==== MATERIAL TO PROCESS

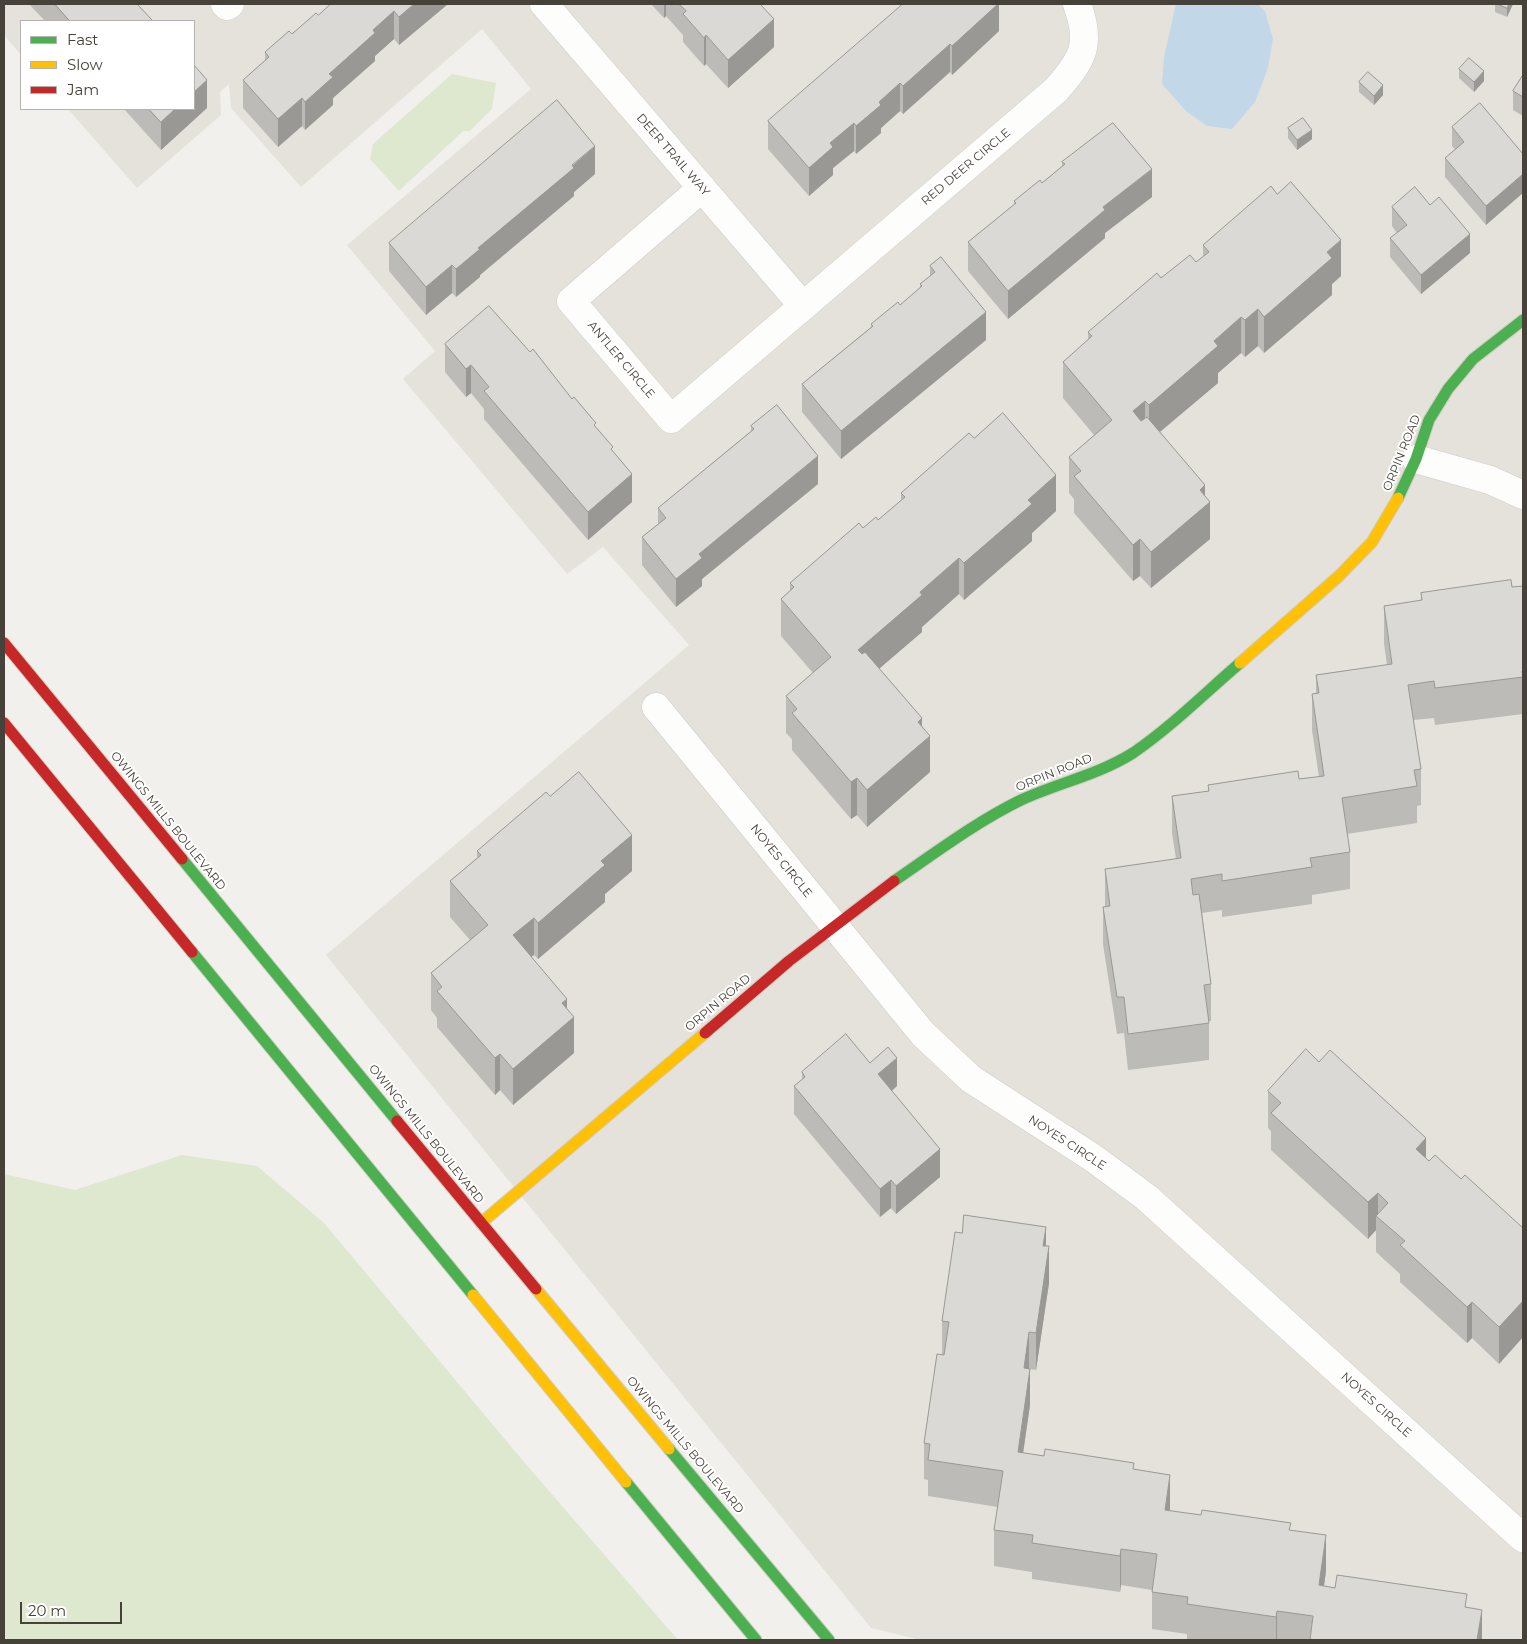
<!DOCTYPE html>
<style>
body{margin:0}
#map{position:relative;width:1527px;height:1644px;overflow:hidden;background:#f1f0ec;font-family:Montserrat,sans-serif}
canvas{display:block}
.frame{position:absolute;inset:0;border:5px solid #464239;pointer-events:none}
.legend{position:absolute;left:20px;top:20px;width:175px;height:90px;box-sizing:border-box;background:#fff;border:1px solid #b5b3b0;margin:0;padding:6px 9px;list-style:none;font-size:15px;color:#464239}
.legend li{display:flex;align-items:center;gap:10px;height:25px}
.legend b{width:25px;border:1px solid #b5b3b0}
.scale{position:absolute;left:20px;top:1602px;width:102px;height:22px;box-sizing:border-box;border:2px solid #464239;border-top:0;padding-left:6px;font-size:15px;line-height:18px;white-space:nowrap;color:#464239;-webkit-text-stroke:4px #fff;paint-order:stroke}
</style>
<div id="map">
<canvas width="1527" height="1644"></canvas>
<div class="frame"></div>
<ul class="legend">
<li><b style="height:6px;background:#4caf50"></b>Fast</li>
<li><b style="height:6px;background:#ffc107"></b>Slow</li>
<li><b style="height:6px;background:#c62828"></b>Jam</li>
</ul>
<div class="scale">20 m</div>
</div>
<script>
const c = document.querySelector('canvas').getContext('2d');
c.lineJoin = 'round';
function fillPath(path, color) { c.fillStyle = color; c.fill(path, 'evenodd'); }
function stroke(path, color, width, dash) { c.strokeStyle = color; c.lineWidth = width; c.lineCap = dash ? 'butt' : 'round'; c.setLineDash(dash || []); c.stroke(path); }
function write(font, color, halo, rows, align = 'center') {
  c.font = font + ' Montserrat,sans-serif'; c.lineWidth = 4; c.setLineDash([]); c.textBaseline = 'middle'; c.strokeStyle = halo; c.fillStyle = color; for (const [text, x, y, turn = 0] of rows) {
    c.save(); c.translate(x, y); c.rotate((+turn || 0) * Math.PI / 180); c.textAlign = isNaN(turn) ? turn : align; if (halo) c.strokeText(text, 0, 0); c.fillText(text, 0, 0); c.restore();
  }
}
const residential = new Path2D(`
 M4,4H1523V1640H921L871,1628L326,955L689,645L603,547L567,574L403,379L435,351L347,245L531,89L482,29L301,187L231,108L229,84L220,92L221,115L137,188L68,109H194V21H21V55L4,35Z`);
const green = new Path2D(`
 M452,74L496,83L492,109L470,131H463L399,191L370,159L373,144Z
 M182,1155L257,1166L324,1223L524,1462L678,1640H4V1174L75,1190Z`);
const water = new Path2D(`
 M1176,4H1257L1265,11L1273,39L1268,68L1255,102L1232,129L1207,126L1186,111L1162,84L1164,57Z`);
const street = new Path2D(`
 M225,4L227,6L230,4
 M544,4L803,306
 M702,188L571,301L671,419L1056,90C1083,59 1092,45 1077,4
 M1416,459L1490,480L1523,495
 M656,707L923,1034L971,1079L1093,1158L1146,1197L1523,1538`);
const fast = new Path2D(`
 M1398,498L1416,459L1429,420L1448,389L1473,359L1523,320
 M182,859L397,1121
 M894,881C935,853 976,822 1021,800C1058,783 1098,775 1133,753C1171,727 1205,693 1240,663
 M192,952L473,1295
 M669,1449L829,1640
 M626,1482L756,1640`);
const slow = new Path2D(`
 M1240,663L1339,576L1372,542L1398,498
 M481,1223L705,1033
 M536,1289L669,1449
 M473,1295L626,1482`);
const jam = new Path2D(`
 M4,643L182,859
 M4,723L192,952
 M705,1033L789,961L894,881
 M397,1121L536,1289`);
const wall = new Path2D(`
 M29,4H137L153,21H45Z
 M448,4L399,45L394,39L375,56V61L333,98V105L305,130L302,126L278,147L243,108V80L265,60V52L318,15Z
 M651,4H760L774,47L728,88L706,64L704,66L683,42V35L666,16L664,18Z
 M999,4V31L952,75L950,72L903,114L900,111L881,128V133L856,154L854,151L833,168V175L809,196L768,149V121Z
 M1495,4H1513L1507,17L1495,12Z
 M1459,69L1484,81L1474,92L1459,78Z
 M1523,75V116L1513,110V91Z
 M1359,82L1383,95L1374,105L1359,92Z
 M207,108L161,150L124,109H194Z
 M1452,127L1523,154L1486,225L1445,177V158L1455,149L1452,146Z
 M1288,128L1312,139L1297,150L1288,138Z
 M1062,162L1152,197L1105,233V238L1008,319L968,271V242L1014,205V201L1042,183L1062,166Z
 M595,174L574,192V196L480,275V277L456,297L452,293L426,315L389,271V243Z
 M1430,205L1470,253L1421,294L1390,257V238L1397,233L1392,226V207Z
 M1203,245L1341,276L1332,284V295L1264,353L1258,346L1245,357L1241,353L1218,373V383L1160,432L1205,495L1210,539L1151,588L1140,576L1133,581L1074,513V499L1069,493V457L1094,435L1063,398V362L1088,340V332L1161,278L1196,262L1203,257Z
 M941,257L986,340L841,459L802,412V384L871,327V324L900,305L920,288V284L930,276V266Z
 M445,344L572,399L596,427L613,452L632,502L588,540L484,419V409L471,393L466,397L445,372Z
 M751,426L818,484L702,579V586L676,607L642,565V537L658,524V508L751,431Z
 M974,438L1056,511L1032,533V541L964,600L959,594L922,627V632L879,668L922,726L930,772L867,827L857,815L851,819L792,750V739L786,733V696L813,673L781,636V599L790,591V583L863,528L878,520L901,501V493Z
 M1523,586V714L1435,725L1434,718L1413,720L1421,769V805L1417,806V823L1347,834L1350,852V889L1312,895V904L1222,917V910L1202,913L1211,984V1021H1209V1060L1128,1070L1124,1033L1117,1034L1103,944V907H1105V869L1176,859L1172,833V796L1208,791V785L1299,779L1319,777L1312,730V694L1316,693V675L1387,665L1384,643V606L1421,601V593L1512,587Z
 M550,796L632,871L605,894V902L538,959L534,955L531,956L567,1009L574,1053L513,1105L500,1090L495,1095L437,1027V1018L431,1010V973L470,940L450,917V881L477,858V851Z
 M1319,1062L1429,1161L1461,1179L1523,1228V1337L1499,1364L1472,1338L1467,1343L1400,1282V1274L1376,1252V1230L1368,1239L1271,1150V1131L1268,1128V1091Z
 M870,1063L897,1086L892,1091L940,1177L896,1214L891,1208L880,1217L794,1114V1086L802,1080V1072Z
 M962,1233L1046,1246L1049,1283L1036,1370L1030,1369V1405L1023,1453L1134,1469L1170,1511L1291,1530L1326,1571L1324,1586L1467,1607L1482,1640H1187V1634L1152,1629V1590L1121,1585L1120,1592L1032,1579V1572L994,1566V1530L998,1507L928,1496V1480L924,1479V1443L942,1354V1321Z`);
const shadedWall = new Path2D(`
 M414,4H448L399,45V17Z
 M664,4H666V16L664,18Z
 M998,4H999V31L952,75V46Z
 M1509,4H1513L1507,17V8Z
 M394,11V39L375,56V61L333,98V105L305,130V102L329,74L373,30Z
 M774,19V47L728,88V60Z
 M706,35V64L704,66V38Z
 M950,44V72L903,114V86Z
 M1484,71V81L1474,92V82Z
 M207,80V108L161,150V122L175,109H194V92Z
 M900,83V111L881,128V133L856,154V126L879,102Z
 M1383,85V95L1374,105V96Z
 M302,98V126L278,147V119Z
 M854,123V151L833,168V175L809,196V168L830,143Z
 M1312,130V139L1297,150V140Z
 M595,146V174L574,192V196L480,275V277L456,297V269L478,248Z
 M1152,169V197L1105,233V238L1008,319V291L1103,207Z
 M1523,174V193L1486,225V206Z
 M1470,234V253L1421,294V275Z
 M1341,240V276L1332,284V295L1264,353V317L1327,252Z
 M452,265V293L426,315V287Z
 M1258,309V346L1245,357V320Z
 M986,312V340L841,459V431Z
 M1241,317V353L1218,373V383L1149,441V405L1214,341Z
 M471,365V393L466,397V369Z
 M1145,401V437L1133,411Z
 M818,456V484L702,579V586L676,607V579L699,554Z
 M632,474V502L588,540V512Z
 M1056,475V511L1032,533V541L964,600V563L1028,500Z
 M1205,485V506L1210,502V539L1151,588V552L1200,490Z
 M1140,539V576L1133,581V545Z
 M959,558V594L922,627V632L858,687V650L920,592Z
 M922,718V743L930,736V772L867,827V790L918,722Z
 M857,778V815L851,819V782Z
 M632,835V871L605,894V902L538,959V923L601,861Z
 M534,918V955L513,972V935Z
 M567,999V1022L574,1017V1053L513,1105V1069L562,1003Z
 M500,1054V1090L495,1095V1058Z
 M897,1058V1086L878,1102V1074Z
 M1426,1138V1175L1416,1149Z
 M940,1149V1177L896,1214V1186Z
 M891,1180V1208L880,1217V1189Z
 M1378,1193V1217L1376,1216V1230L1368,1239V1202Z
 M1046,1227V1264L1043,1246Z
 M1049,1246V1283L1036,1370V1333Z
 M1523,1301V1337L1499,1364V1327Z
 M1472,1302V1338L1467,1343V1307Z
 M1029,1332V1369L1024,1368Z
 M1030,1369V1405L1018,1488V1452Z
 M1170,1475V1511L1165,1510Z
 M1326,1535V1571L1319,1622V1585Z
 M1121,1549V1585L1120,1592V1556Z
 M1482,1610V1640H1477Z
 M1277,1611V1640H1276V1617Z`);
const building = new Path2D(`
 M55,4H137L153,21H70Z
 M331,4H414L399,17L394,11L373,30L375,33L329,74L333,77L305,102L302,98L278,119L243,80L269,57L265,52L289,31L292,34L316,13L318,15Z
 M679,4H760L774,19L728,60L706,35L704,38L683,14L686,11Z
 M903,4H998L952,46L950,44L903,86L900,83L879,102L881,105L856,126L854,123L830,143L833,147L809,168L768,121Z
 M1498,4H1509L1507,8Z
 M1469,58L1484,71L1474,82L1459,69Z
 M194,65L207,80L194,92Z
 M1368,72L1383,85L1374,96L1359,82Z
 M1523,75V97L1513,91Z
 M557,100L595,146L572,165L574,168L478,248L480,249L456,269L452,265L426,287L389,243Z
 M1480,103L1523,154V174L1486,206L1445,158L1464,142L1452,127Z
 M149,109H175L161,122Z
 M1303,118L1312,130L1297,140L1288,128Z
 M1113,123L1152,169L1103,207L1105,210L1008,291L968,242L1016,203L1014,201L1040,180L1042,183L1065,164L1062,162Z
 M1291,182L1341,240L1327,252L1332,258L1264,317L1258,309L1245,320L1241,317L1214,341L1218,346L1149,405L1145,401L1133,411L1141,421L1147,417L1205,485L1200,490L1210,502L1151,552L1140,539L1133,545L1074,476L1081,471L1069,457L1112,420L1063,362L1092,336L1088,332L1157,273L1161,278L1190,255L1196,262L1209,252L1203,245L1271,186L1277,194Z
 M1415,187L1430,205L1439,197L1470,234L1421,275L1390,238L1407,225L1392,207Z
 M941,257L986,312L841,431L802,384L873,326L871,324L898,302L900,305L922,286L920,284L935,272L930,266Z
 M489,306L530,352L533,349L572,399L574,397L596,423L594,425L613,447L611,449L632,474L588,512L484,391L489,387L471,365L466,369L445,344Z
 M777,405L818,456L699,554L702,558L676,579L642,537L666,518L658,508L754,429L751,426Z
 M1003,413L1056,475L1028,500L1032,504L964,563L959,558L920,592L922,595L858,650L862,654L865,652L922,718L918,722L930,736L867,790L857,778L851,782L792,713L797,709L786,696L831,657L781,599L794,587L790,583L859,523L863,528L876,517L878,520L905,497L901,493L969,433L974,438Z
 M1511,580L1512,587L1523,586V671H1522L1523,677L1435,688L1434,681L1408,685L1421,769L1414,770L1417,786L1342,798L1350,852L1310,858L1312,867L1222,881V874L1191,879L1193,895L1199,894L1211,984L1204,985L1209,1023L1128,1034L1124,997H1117L1103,907L1110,906L1105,869L1181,858L1172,796L1209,791L1208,785L1298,771L1299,779L1324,776L1312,694L1319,693L1316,675L1392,664L1384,606L1422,600L1421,593Z
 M579,772L632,835L601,861L605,865L538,923L534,918L513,935L567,999L562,1003L574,1017L513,1069L500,1054L495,1058L437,991L442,987L431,973L488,925L450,881L481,855L477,851L546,792L550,796Z
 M846,1034L870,1063L888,1047L897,1058L878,1074L940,1149L896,1186L891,1180L880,1189L794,1086L805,1077L802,1072Z
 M1306,1049L1319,1062L1330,1050L1426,1138L1416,1149L1429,1161L1435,1155L1461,1179L1465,1175L1523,1228V1301L1499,1327L1472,1302L1467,1307L1400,1245L1405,1241L1376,1216L1388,1203L1378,1193L1368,1202L1271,1113L1281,1103L1268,1091Z
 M964,1215L1046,1227L1043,1246H1049L1036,1333L1029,1332L1024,1368L1030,1369L1018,1452L1044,1456L1045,1449L1134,1463L1133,1469L1170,1475L1165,1510L1201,1515L1202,1510L1291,1523L1289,1530L1326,1535L1319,1585L1335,1588L1337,1575L1467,1594L1465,1607L1482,1610L1477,1640H1310L1313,1616L1277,1611L1276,1617L1187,1604L1188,1597L1152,1592L1157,1554L1121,1549L1120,1556L1032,1543L1033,1535L994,1530L1003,1471L928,1460L930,1444L924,1443L937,1354L944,1355L949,1322L942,1321L955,1232L962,1233Z`);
const streetNames = [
 ["DEER TRAIL WAY",673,155,49],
 ["RED DEER CIRCLE",966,167,-40],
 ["ANTLER CIRCLE",621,360,50],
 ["ORPIN ROAD",1402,453,-68],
 ["ORPIN ROAD",1054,773,-22],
 ["OWINGS MILLS BOULEVARD",168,821,51],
 ["NOYES CIRCLE",781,861,51],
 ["ORPIN ROAD",718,1003,-40],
 ["OWINGS MILLS BOULEVARD",426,1134,51],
 ["NOYES CIRCLE",1067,1143,33],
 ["NOYES CIRCLE",1376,1405,42],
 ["OWINGS MILLS BOULEVARD",685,1445,50]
];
fillPath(residential, '#e4e2db');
fillPath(green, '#dde8cf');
fillPath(water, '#c2d8e9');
stroke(street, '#cfceca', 29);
stroke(fast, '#cfcdc4', 13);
stroke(slow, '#cfcdc4', 13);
stroke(jam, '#cfcdc4', 13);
stroke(street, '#fdfdfc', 28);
stroke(fast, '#4caf50', 11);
stroke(slow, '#ffc107', 11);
stroke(jam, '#c62828', 11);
fillPath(wall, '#bcbbb7');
fillPath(shadedWall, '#999895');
fillPath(building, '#dbd9d5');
stroke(building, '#999895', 1);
write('12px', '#464239', '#fff', streetNames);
</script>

========

▶ WHAT YOU SHOULD DO: Within the entries above, find the string "center" and return each line that holds it.

▶ TASK SOLUTION:
.legend li{display:flex;align-items:center;gap:10px;height:25px}
function write(font, color, halo, rows, align = 'center') {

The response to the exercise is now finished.